Work to complete: Output nothing but the lines from the first line of the listing below through the line containing "position:absolute; left:12px; top:12px;", printed exactly and free of pictures.

Records provided:
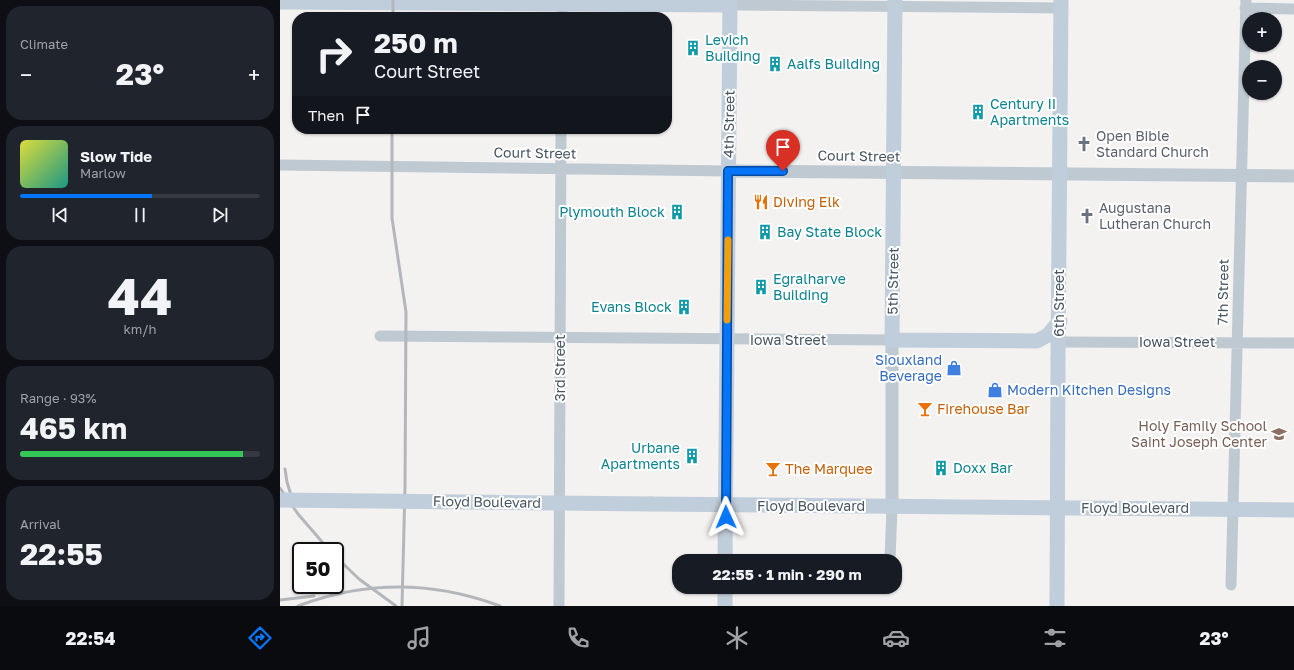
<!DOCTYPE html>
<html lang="en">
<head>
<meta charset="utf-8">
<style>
  :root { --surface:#171b24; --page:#20242c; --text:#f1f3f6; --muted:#9ea1a6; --line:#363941; --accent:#0575fa }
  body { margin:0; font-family:"Golos Text",sans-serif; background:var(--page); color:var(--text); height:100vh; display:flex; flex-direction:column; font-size:15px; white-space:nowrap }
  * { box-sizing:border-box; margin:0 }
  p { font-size:13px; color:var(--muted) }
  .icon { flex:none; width:22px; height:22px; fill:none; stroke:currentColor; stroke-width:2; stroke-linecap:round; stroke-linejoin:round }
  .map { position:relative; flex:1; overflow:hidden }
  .drawer { display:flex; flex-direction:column; gap:6px; padding:6px; background:#0d0f14; width:280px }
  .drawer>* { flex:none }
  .hud { position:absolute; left:12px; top:12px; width:380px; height:122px; border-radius:16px; box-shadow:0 1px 3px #0004; background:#171b24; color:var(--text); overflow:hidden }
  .tools { position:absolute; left:962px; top:12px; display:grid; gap:8px }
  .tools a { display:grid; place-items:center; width:40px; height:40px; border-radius:50%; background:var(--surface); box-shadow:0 1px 3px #0004; font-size:20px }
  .speed { position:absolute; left:12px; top:542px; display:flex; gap:8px; font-size:20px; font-weight:700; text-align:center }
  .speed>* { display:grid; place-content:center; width:52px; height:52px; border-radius:50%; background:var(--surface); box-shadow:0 1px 3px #0004; line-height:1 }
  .speed .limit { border:2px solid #111; border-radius:6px; background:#fff; color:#111 }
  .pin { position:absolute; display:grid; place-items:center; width:34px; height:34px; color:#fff; margin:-41px -17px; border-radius:50% 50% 50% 0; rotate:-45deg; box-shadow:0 0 4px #0007 }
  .pin .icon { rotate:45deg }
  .me { position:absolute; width:44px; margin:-22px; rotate:359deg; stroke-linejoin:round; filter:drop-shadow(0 0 3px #0008) }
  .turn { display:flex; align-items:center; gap:14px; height:84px; padding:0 16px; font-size:18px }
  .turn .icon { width:52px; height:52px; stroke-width:2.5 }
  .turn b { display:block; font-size:28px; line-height:34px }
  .then { display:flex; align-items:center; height:38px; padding:0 16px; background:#0003; gap:8px; font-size:15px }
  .big { font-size:30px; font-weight:700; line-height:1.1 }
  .drawer .tile { flex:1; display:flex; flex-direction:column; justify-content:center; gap:6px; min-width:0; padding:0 14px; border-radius:16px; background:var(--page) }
  .drawer .dial { align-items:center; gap:0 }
  .dial b { font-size:52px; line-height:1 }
  .song { display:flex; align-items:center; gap:12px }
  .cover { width:48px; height:48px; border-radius:6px; background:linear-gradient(135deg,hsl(60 70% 55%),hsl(170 70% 35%)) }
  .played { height:4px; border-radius:2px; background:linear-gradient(90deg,var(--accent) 55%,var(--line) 55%) }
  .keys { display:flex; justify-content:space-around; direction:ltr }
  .heat { display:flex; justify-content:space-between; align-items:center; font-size:22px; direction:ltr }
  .charge { height:6px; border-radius:3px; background:linear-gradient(90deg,#34c759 93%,var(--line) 0) }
  .trip { position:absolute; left:392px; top:554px; width:230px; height:40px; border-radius:16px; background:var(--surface); box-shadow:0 1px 3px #0004; font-weight:700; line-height:40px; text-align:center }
  .tab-bar { display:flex; height:64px; justify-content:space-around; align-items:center; background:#090b0e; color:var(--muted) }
  .tab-bar .icon { width:28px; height:28px }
  .tab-bar .current { color:var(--accent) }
  .tab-bar b { font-size:18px; color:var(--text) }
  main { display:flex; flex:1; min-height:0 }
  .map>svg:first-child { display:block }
</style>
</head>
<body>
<main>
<section class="drawer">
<div class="tile"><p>Climate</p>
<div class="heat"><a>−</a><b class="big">23°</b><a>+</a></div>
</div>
<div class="tile">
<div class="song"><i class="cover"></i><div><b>Slow Tide</b><p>Marlow</p></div></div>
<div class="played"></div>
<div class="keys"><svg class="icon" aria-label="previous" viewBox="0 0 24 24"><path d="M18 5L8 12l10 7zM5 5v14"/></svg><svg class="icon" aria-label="pause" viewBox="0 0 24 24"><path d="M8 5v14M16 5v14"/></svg><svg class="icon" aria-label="next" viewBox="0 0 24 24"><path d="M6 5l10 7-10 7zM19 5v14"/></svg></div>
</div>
<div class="tile dial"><b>44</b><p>km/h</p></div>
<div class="tile"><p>Range · 93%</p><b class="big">465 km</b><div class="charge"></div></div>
<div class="tile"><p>Arrival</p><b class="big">22:55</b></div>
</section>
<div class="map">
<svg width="1014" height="606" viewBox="0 0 1014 606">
  <rect width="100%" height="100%" fill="#f4f1f1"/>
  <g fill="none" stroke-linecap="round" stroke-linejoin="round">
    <path stroke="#bec9d2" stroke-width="11" d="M449,0L450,5L781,8
      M965,8L1014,9
      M282,17V5
      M0,165L448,171
      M100,336L612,340
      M779,342L1014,343
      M610,561L612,506
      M951,585L966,0
      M279,606L281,129"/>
    <path stroke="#bec9d2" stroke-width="13" d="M448,171L1014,176
      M612,506V340"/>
    <path stroke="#c0cdda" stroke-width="15" d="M615,0L612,340L757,341L768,335L780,321
      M0,2L450,5L445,561
      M778,359L781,0
      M371,504L1014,510
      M445,606V587"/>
    <path stroke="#b3b7bc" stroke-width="3" d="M113,17V0
      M112,129V218L126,312L125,487L122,606
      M5,469L7,482L13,502
      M0,488L18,514L50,551
      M55,556L79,579L116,606
      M0,600L34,596
      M18,606C84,581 153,581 220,606"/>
    <path stroke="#c0cdda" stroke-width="15" d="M0,500L371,504
      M777,606L778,359"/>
  </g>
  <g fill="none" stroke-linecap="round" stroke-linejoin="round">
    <g stroke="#034ca2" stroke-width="10">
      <path id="route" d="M446,517L448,171H503"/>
    </g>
    <use href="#route" stroke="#0575fa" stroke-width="7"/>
    <path stroke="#f59e0b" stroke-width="7" d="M447,320L448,240"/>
  </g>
  <defs>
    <g id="building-bare" transform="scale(1.2)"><path d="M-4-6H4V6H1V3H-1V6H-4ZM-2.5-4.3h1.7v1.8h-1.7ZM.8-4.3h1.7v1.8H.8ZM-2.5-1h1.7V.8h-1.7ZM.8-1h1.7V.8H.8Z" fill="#0f9aa8" stroke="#fff" stroke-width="2.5" paint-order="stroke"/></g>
    <g id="church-bare" transform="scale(1.2)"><path d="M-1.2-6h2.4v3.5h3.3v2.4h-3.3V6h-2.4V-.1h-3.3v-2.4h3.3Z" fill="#6b7280" stroke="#fff" stroke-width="2.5" paint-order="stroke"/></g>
    <g id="restaurant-bare" transform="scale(1.2)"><path d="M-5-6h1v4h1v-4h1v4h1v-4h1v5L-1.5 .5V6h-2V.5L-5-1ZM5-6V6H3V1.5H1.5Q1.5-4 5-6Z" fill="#e8710a" stroke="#fff" stroke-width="2.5" paint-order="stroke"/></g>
    <g id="shop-bare" transform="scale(1.2)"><path d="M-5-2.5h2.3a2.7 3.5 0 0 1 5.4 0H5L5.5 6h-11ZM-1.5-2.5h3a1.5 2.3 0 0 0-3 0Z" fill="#3f7fe0" stroke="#fff" stroke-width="2.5" paint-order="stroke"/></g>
    <g id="bar-bare" transform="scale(1.2)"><path d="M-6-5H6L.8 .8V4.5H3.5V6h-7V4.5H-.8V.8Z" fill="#e8710a" stroke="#fff" stroke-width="2.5" paint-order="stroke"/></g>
    <g id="school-bare" transform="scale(1.2)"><path d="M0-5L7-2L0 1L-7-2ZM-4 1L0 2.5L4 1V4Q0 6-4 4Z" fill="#8d6e63" stroke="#fff" stroke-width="2.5" paint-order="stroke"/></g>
  </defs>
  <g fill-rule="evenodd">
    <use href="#building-bare" x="413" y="48"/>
    <use href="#building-bare" x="495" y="64"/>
    <use href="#building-bare" x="698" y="112"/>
    <use href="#church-bare" x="804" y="144"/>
    <use href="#restaurant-bare" x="481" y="202"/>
    <use href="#building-bare" x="397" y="212"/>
    <use href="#church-bare" x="807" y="216"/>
    <use href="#building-bare" x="485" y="232"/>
    <use href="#building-bare" x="481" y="287"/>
    <use href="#building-bare" x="404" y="307"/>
    <use href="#shop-bare" x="674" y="368"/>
    <use href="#shop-bare" x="715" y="390"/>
    <use href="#bar-bare" x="645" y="409"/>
    <use href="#school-bare" x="999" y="434"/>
    <use href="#building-bare" x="412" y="456"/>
    <use href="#building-bare" x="661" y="468"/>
    <use href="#bar-bare" x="493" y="469"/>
  </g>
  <g text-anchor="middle" stroke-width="4" stroke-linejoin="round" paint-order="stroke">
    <g font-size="14" fill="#0d838f" stroke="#fff" text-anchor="start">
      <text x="425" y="45">Levich<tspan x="425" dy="16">Building</tspan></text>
      <text x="507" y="69">Aalfs Building</text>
      <text x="710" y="109">Century II<tspan x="710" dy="16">Apartments</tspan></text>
      <text x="385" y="217" text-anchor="end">Plymouth Block</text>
      <text x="497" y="237">Bay State Block</text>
      <text x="493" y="284">Egralharve<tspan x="493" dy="16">Building</tspan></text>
      <text x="392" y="312" text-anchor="end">Evans Block</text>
      <text x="400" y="453" text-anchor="end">Urbane<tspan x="400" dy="16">Apartments</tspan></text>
      <text x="673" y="473">Doxx Bar</text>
    </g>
    <g font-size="14" fill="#475561" stroke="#fff">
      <text transform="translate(449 124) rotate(-89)" y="5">4th Street</text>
      <text transform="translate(255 153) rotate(1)" y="5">Court Street</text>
      <text transform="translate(579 156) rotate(1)" y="5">Court Street</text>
      <text transform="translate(613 281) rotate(-89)" y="5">5th Street</text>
      <text transform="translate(943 292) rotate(-89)" y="5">7th Street</text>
      <text transform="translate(779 303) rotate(-90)" y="5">6th Street</text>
      <text x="508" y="345">Iowa Street</text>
      <text x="897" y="347">Iowa Street</text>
      <text transform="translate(280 368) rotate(-90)" y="5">3rd Street</text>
      <text transform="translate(207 502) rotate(1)" y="5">Floyd Boulevard</text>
      <text x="531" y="511">Floyd Boulevard</text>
      <text x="855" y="513">Floyd Boulevard</text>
    </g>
    <g font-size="14" fill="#5b616d" stroke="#fff" text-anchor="start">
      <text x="816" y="141">Open Bible<tspan x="816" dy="16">Standard Church</tspan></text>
      <text x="819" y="213">Augustana<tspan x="819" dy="16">Lutheran Church</tspan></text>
    </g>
    <g font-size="14" fill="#c56008" stroke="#fff" text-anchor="start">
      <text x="493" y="207">Diving Elk</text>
      <text x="657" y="414">Firehouse Bar</text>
      <text x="505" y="474">The Marquee</text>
    </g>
    <g font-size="14" fill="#366cbe" stroke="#fff" text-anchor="end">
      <text x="662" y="365">Siouxland<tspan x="662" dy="16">Beverage</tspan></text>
      <text x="727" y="395" text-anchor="start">Modern Kitchen Designs</text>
    </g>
    <g font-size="14" fill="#785e54" stroke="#fff" text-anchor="end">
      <text x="987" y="431">Holy Family School<tspan x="987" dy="16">Saint Joseph Center</tspan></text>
    </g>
  </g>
</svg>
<div class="tools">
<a>+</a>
<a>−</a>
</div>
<div class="speed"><div class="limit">50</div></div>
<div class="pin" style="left:503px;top:171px;background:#d93025"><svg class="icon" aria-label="arrive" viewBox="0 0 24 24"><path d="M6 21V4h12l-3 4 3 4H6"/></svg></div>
<svg class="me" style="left:446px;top:517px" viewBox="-20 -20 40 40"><path d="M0-17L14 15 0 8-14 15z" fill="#0575fa" stroke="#fff" stroke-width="4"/></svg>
<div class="trip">22:55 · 1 min · 290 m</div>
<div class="hud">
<div class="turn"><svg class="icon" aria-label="right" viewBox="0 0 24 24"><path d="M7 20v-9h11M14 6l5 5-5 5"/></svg><div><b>250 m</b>Court Street</div></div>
<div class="then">Then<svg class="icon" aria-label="arrive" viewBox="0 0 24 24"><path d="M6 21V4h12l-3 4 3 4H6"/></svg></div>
</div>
</div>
</main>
<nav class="tab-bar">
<b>22:54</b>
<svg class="icon current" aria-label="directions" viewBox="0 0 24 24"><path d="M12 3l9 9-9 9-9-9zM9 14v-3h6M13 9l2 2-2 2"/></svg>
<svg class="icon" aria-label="music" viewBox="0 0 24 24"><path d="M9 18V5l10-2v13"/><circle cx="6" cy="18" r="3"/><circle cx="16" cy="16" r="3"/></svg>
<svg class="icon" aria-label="phone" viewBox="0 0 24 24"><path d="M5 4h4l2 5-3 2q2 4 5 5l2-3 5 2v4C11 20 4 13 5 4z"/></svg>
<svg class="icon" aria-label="climate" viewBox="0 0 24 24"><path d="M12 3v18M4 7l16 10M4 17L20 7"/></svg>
<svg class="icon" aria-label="car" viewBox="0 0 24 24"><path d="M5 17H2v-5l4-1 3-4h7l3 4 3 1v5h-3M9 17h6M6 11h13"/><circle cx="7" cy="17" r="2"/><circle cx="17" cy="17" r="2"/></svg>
<svg class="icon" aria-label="filters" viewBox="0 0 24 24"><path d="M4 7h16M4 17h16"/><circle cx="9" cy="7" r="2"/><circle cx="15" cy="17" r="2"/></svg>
<b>23°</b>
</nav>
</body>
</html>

Answer below:
<!DOCTYPE html>
<html lang="en">
<head>
<meta charset="utf-8">
<style>
  :root { --surface:#171b24; --page:#20242c; --text:#f1f3f6; --muted:#9ea1a6; --line:#363941; --accent:#0575fa }
  body { margin:0; font-family:"Golos Text",sans-serif; background:var(--page); color:var(--text); height:100vh; display:flex; flex-direction:column; font-size:15px; white-space:nowrap }
  * { box-sizing:border-box; margin:0 }
  p { font-size:13px; color:var(--muted) }
  .icon { flex:none; width:22px; height:22px; fill:none; stroke:currentColor; stroke-width:2; stroke-linecap:round; stroke-linejoin:round }
  .map { position:relative; flex:1; overflow:hidden }
  .drawer { display:flex; flex-direction:column; gap:6px; padding:6px; background:#0d0f14; width:280px }
  .drawer>* { flex:none }
  .hud { position:absolute; left:12px; top:12px; width:380px; height:122px; border-radius:16px; box-shadow:0 1px 3px #0004; background:#171b24; color:var(--text); overflow:hidden }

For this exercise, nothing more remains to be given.